◆ Input data
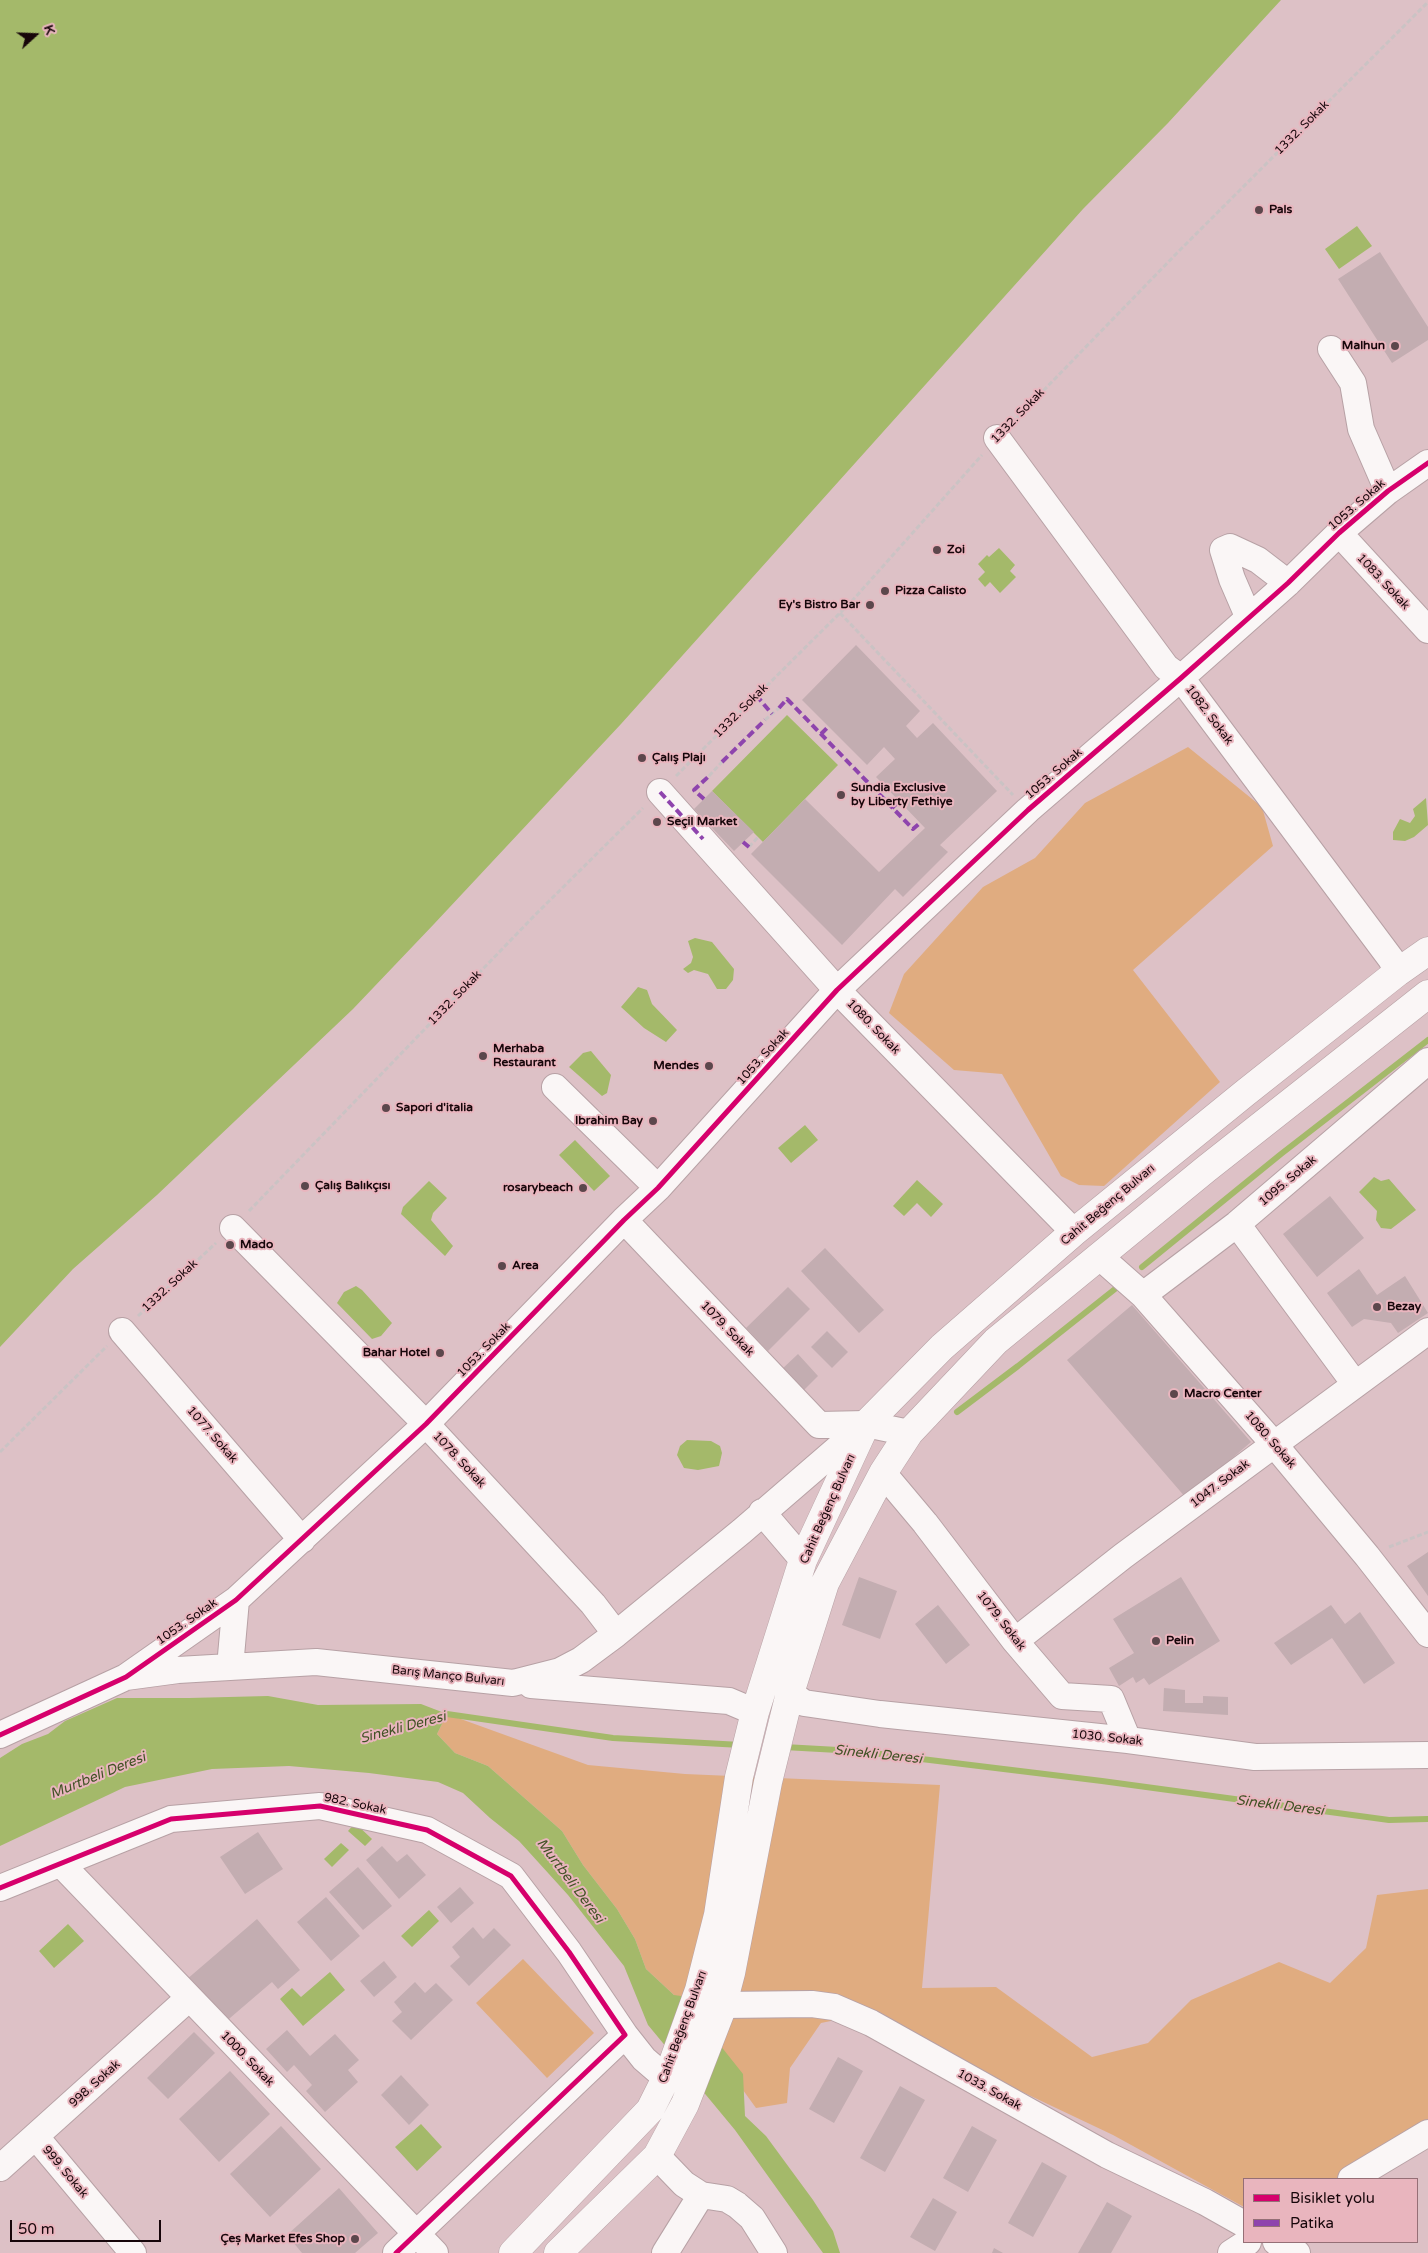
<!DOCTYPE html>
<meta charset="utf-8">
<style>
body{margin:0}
#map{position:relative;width:1428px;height:2253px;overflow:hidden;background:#ddc1c6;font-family:"Varela Round",sans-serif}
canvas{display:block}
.legend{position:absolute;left:1243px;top:2178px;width:175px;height:65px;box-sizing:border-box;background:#e9b5be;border:1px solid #956f76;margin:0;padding:6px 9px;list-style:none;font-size:15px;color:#17060a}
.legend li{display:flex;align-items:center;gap:10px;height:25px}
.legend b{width:25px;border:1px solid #956f76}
.north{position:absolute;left:10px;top:10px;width:50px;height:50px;-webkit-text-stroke:4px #e9b5be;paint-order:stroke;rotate:70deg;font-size:14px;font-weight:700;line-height:20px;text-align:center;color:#17060a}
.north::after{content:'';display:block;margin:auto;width:18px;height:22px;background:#17060a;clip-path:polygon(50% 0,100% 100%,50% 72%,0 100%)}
.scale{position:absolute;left:10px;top:2220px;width:151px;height:22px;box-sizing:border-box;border:2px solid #17060a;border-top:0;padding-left:6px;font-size:15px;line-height:18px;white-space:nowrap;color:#17060a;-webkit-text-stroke:4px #e9b5be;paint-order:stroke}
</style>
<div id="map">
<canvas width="1428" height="2253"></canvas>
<ul class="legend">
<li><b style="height:6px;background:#d6006c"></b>Bisiklet yolu</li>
<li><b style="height:6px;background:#8e44ad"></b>Patika</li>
</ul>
<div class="north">K</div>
<div class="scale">50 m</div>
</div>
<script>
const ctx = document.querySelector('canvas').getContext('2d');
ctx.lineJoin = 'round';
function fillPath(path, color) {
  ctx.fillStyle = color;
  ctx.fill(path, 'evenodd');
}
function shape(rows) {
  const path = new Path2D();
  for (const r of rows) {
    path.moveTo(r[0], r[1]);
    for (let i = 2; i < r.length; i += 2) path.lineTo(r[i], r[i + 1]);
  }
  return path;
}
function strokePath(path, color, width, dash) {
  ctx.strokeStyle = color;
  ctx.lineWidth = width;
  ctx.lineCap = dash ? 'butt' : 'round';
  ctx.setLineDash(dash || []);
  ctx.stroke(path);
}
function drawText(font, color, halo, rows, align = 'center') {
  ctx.font = font + ' "Varela Round",sans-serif';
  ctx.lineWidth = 4;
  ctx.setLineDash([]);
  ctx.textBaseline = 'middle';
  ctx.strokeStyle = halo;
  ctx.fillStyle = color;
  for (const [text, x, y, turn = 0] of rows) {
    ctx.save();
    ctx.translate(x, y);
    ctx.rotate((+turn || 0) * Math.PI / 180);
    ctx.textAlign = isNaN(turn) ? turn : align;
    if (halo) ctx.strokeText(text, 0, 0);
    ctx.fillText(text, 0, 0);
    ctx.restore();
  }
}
fillPath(shape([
 [1188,747,1262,807,1273,846,1133,970,1220,1082,1104,1186,1079,1185,1061,1176,1002,1074,954,1070,889,1013,904,974,983,887,1035,858,1085,803],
 [447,1714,588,1765,685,1774,940,1785,922,1988,996,1987,1092,2057,1148,2043,1191,2000,1279,1962,1330,1983,1366,1948,1377,1895,1428,1889,1428,2125,1388,2151,1337,2179,1244,2179,1244,2207,1113,2135,860,2015,821,2023,790,2068,787,2103,756,2108,674,1995,646,1969,635,1939,617,1909,583,1865,562,1831,488,1766,455,1753,437,1734],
 [523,1959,594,2033,547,2078,476,2003]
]), '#e0ac80');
fillPath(shape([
 [0,0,1281,0,1168,123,1083,209,621,724,434,924,353,1009,157,1195,73,1269,0,1347],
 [1357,226,1372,246,1339,269,1325,249],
 [999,548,1015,565,1010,571,1016,577,1000,593,990,582,985,587,978,579,985,572,978,564,987,555,989,557],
 [787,715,838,765,763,842,712,791],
 [1426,798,1428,825,1414,837,1405,841,1393,840,1393,832,1400,819,1410,823,1415,816,1413,809],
 [695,938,712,942,734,969,733,980,726,989,717,989,708,974,694,970,688,973,683,969,691,963,693,957,688,941],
 [638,987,647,990,652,1004,677,1030,666,1042,644,1028,621,1007],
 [591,1051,611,1075,607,1093,602,1096,569,1067,583,1053],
 [805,1125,818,1140,791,1163,778,1148],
 [575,1140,610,1176,594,1191,559,1155],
 [1374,1177,1381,1181,1389,1179,1416,1210,1391,1229,1381,1228,1376,1220,1377,1211,1359,1192],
 [917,1180,943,1204,931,1217,917,1203,904,1216,893,1206],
 [429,1181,447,1198,433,1213,431,1220,453,1246,445,1256,401,1214,403,1207],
 [356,1286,362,1290,392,1323,381,1336,372,1339,337,1303,344,1292],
 [687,1440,711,1441,720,1446,722,1453,719,1466,698,1470,684,1468,677,1455,680,1446],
 [268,1696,318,1705,421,1704,447,1714,437,1734,455,1753,488,1766,562,1831,583,1865,617,1909,635,1939,646,1969,674,1995,681,1996,743,2074,745,2116,766,2136,813,2200,833,2231,840,2253,823,2253,735,2130,648,2025,624,1966,568,1895,519,1841,490,1818,463,1793,438,1782,369,1773,289,1766,212,1769,125,1787,0,1846,0,1758,22,1744,48,1734,65,1721,117,1698,189,1698],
 [355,1823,372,1839,365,1846,348,1831],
 [341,1843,349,1850,332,1867,324,1859],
 [429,1910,439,1921,412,1947,401,1936],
 [68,1924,84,1941,54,1968,39,1951],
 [330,1972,345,1990,303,2026,280,1999,292,1988,301,1997],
 [421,2124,442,2147,417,2171,395,2147]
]), '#a4b96a');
strokePath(shape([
 [1142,1267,1281,1154,1428,1040],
 [957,1412,1018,1366,1115,1289],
 [439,1716,447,1714,613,1738,741,1745],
 [784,1747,856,1751,1102,1781,1389,1820,1428,1819]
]), '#a4b96a', 6);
fillPath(shape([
 [1380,252,1428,327,1428,340,1392,363,1338,279],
 [856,645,920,711,906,726,917,738,933,723,997,791,940,845,948,852,903,897,895,889,842,945,751,854,805,799,879,872,925,828,876,777,895,759,884,747,867,765,802,700],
 [712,791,754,832,734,851,694,809],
 [1330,1196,1364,1238,1317,1277,1283,1234],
 [825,1248,884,1310,859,1333,801,1271],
 [1359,1269,1377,1295,1405,1276,1428,1313,1398,1333,1391,1323,1364,1319,1352,1327,1327,1293],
 [788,1287,810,1309,768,1351,746,1328],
 [1132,1305,1251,1442,1186,1498,1067,1360],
 [827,1331,848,1352,832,1368,811,1347],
 [798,1354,818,1376,802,1392,781,1370],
 [1428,1552,1428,1596,1407,1566],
 [859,1577,897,1591,880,1639,842,1625],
 [1181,1577,1220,1641,1149,1685,1144,1678,1136,1683,1133,1677,1119,1686,1109,1668,1134,1653,1113,1619],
 [938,1605,970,1645,946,1664,915,1624],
 [1331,1605,1345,1624,1360,1612,1395,1663,1364,1684,1332,1638,1291,1665,1274,1643],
 [1164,1688,1185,1690,1185,1703,1203,1703,1203,1696,1228,1697,1228,1715,1163,1711],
 [258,1832,283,1869,245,1894,220,1857],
 [382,1846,397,1862,407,1854,426,1875,399,1899,366,1860],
 [358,1867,392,1906,363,1930,329,1892],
 [460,1887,474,1903,451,1923,437,1907],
 [326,1897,360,1936,331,1961,297,1922],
 [257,1919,300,1970,278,1989,272,1982,223,2024,186,1980],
 [473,1927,483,1939,494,1928,511,1945,469,1986,450,1966,460,1957,452,1947],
 [384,1961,397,1977,374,1997,360,1981],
 [415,1982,425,1993,436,1983,453,2000,411,2040,392,2021,402,2012,394,2002],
 [287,2030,310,2056,335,2034,359,2060,348,2070,358,2082,325,2112,306,2091,312,2085,294,2065,287,2072,266,2049],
 [194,2032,215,2053,168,2099,147,2078],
 [838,2057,863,2071,834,2123,809,2109],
 [230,2071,270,2114,219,2162,179,2119],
 [401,2075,429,2105,409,2125,381,2095],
 [900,2086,925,2100,885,2172,860,2158],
 [281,2126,321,2169,270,2217,230,2174],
 [972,2126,997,2140,968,2192,943,2178],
 [1042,2162,1067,2176,1033,2237,1008,2223],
 [339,2188,378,2233,355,2253,302,2253,287,2235],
 [933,2198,957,2212,935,2251,910,2237],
 [1107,2202,1132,2216,1111,2253,1078,2253],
 [994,2248,1003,2253,992,2253]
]), '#c3adb1');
const minor = shape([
 [1331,349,1353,383,1361,429,1388,491],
 [997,438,1166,667,1181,678,1391,959,1398,972],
 [1339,533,1428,630],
 [1248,616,1232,579,1223,550,1230,547,1258,560,1288,583],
 [660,792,837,990,1074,1232],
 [555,1087,658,1188],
 [624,1220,819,1425,866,1424,909,1433],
 [1237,1224,1355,1384],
 [233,1228,426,1424,593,1604,616,1634],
 [1100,1257,1143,1295,1273,1443,1367,1556,1428,1634],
 [1143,1295,1237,1224,1428,1061],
 [122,1331,302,1540],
 [883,1473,925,1523,1015,1641,1062,1696,1111,1699,1128,1740],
 [762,1512,803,1560],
 [1015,1641,1123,1556,1428,1331],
 [230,1667,236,1600],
 [126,1677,236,1600,426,1424,624,1220,658,1188,837,990,1028,810,1181,678,1288,583,1339,533,1388,491,1428,463],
 [531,1685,729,1701,755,1712],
 [790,1693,804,1703,880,1714,1128,1740,1255,1757,1428,1755],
 [0,1735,126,1677,178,1670,316,1662,513,1683,560,1671,581,1660,616,1634,742,1531,866,1424],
 [61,1864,435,2253],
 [0,1888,171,1819,320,1806,427,1830,511,1876,569,1952,625,2035,644,2059,666,2078],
 [722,2005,812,2004,834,2007,871,2023,1107,2155,1205,2202,1244,2224],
 [36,2137,133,2253],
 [657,2156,684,2184,701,2195,727,2199,737,2205,752,2218,774,2253],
 [0,2168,189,1998],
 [1351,2179,1428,2133],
 [1276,2242,1297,2253],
 [396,2253,625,2035],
 [665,2253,701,2195],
 [1231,2253,1248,2242]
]);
const major = shape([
 [513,2253,650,2110,671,2068,699,1990,718,1915,739,1777,755,1712,803,1560,866,1424,942,1347,1074,1232,1245,1093,1398,972,1428,951],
 [558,2253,657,2156,685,2104,721,2011,731,1973,768,1782,790,1693,825,1583,883,1473,909,1433,996,1341,1206,1169,1428,994]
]);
strokePath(minor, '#b7a1a5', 28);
strokePath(major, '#b7a1a5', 29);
strokePath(shape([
 [1012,423,1177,253,1428,2],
 [840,613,1013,795],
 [765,720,779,708],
 [676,776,852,601,982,455],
 [709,776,722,762],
 [749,847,758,837],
 [249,1211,536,914,643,808],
 [138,1316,216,1243],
 [0,1452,107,1346],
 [1389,1547,1428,1532]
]), '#cac3c4', 3, [5, 2.5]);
strokePath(minor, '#faf6f6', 26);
strokePath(major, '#faf6f6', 28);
strokePath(shape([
 [756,695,772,714],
 [779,708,787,699,913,829,920,823],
 [821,734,828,727],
 [722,762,765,720],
 [660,792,703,839],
 [704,799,694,790,709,776],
 [892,808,899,801],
 [743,842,749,847]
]), '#8e44ad', 4, [8, 4]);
strokePath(shape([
 [0,1735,126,1677,236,1600,426,1424,624,1220,658,1188,837,990,1028,810,1181,678,1288,583,1339,533,1388,491,1428,463],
 [0,1888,171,1819,320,1806,427,1830,511,1876,569,1952,625,2035,396,2253]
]), '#d6006c', 5);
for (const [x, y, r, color] of [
 [1259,210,5,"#5c474c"],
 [1395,346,5,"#5c474c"],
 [937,550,5,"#5c474c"],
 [885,591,5,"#5c474c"],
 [870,605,5,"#5c474c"],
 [642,758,5,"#5c474c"],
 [841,795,5,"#5c474c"],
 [657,822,5,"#5c474c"],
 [483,1056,5,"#5c474c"],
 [709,1066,5,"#5c474c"],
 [386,1108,5,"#5c474c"],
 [653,1121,5,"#5c474c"],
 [305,1186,5,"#5c474c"],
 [583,1188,5,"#5c474c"],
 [230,1245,5,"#5c474c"],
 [502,1266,5,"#5c474c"],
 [1377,1307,5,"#5c474c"],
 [440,1353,5,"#5c474c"],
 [1174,1394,5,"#5c474c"],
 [1156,1641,5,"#5c474c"],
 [355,2239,5,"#5c474c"]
]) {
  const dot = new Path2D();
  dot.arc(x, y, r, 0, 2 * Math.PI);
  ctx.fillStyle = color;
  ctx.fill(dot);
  strokePath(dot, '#e9b5be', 2);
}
drawText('12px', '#17060a', '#e9b5be', [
 ["1332. Sokak",1302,128,-45],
 ["1332. Sokak",1018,416,-46],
 ["1053. Sokak",1357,505,-41],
 ["1083. Sokak",1383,582,47],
 ["1332. Sokak",741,711,-45],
 ["1082. Sokak",1209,715,53],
 ["1053. Sokak",1054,774,-41],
 ["1332. Sokak",455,998,-46],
 ["1080. Sokak",873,1027,46],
 ["1053. Sokak",763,1057,-48],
 ["1095. Sokak",1288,1181,-40],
 ["Cahit Beğenç Bulvarı",1108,1205,-40],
 ["1332. Sokak",170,1286,-43],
 ["1079. Sokak",727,1329,46],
 ["1053. Sokak",484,1350,-46],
 ["1077. Sokak",212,1435,49],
 ["1080. Sokak",1270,1440,49],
 ["1078. Sokak",459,1460,47],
 ["1047. Sokak",1220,1484,-37],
 ["Cahit Beğenç Bulvarı",828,1509,-66],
 ["1079. Sokak",1001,1621,52],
 ["1053. Sokak",187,1622,-35],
 ["Barış Manço Bulvarı",448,1676,6],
 ["1030. Sokak",1107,1738,6],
 ["982. Sokak",355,1804,12],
 ["Cahit Beğenç Bulvarı",683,2027,-70],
 ["1000. Sokak",247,2059,46],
 ["998. Sokak",95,2084,-42],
 ["1033. Sokak",989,2090,29],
 ["999. Sokak",65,2172,50]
]);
drawText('bold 12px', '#17060a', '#e9b5be', [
 ["Pals",1269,210],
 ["Malhun",1385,346,"right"],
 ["Zoi",947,550],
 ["Pizza Calisto",895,591],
 ["Ey's Bistro Bar",860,605,"right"],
 ["Çalış Plajı",652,758],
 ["Sundia Exclusive",851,788],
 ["by Liberty Fethiye",851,802],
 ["Seçil Market",667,822],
 ["Merhaba",493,1049],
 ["Restaurant",493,1063],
 ["Mendes",699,1066,"right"],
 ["Sapori d'italia",396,1108],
 ["Ibrahim Bay",643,1121,"right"],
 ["Çalış Balıkçısı",315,1186],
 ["rosarybeach",573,1188,"right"],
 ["Mado",240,1245],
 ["Area",512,1266],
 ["Bezay",1387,1307],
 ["Bahar Hotel",430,1353,"right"],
 ["Macro Center",1184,1394],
 ["Pelin",1166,1641],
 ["Çeș Market Efes Shop",345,2239,"right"]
], 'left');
drawText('italic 14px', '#415225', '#e9b5be', [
 ["Sinekli Deresi",403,1728,-15],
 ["Sinekli Deresi",878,1755,6],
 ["Murtbeli Deresi",98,1776,-22],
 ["Sinekli Deresi",1280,1806,7],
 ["Murtbeli Deresi",570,1881,53]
]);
</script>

◆ Work instructions
Among the lines of the listing above, which ones contain the word "rows"? Show them.

◆ Problem solution
function shape(rows) {
  for (const r of rows) {
function drawText(font, color, halo, rows, align = 'center') {
  for (const [text, x, y, turn = 0] of rows) {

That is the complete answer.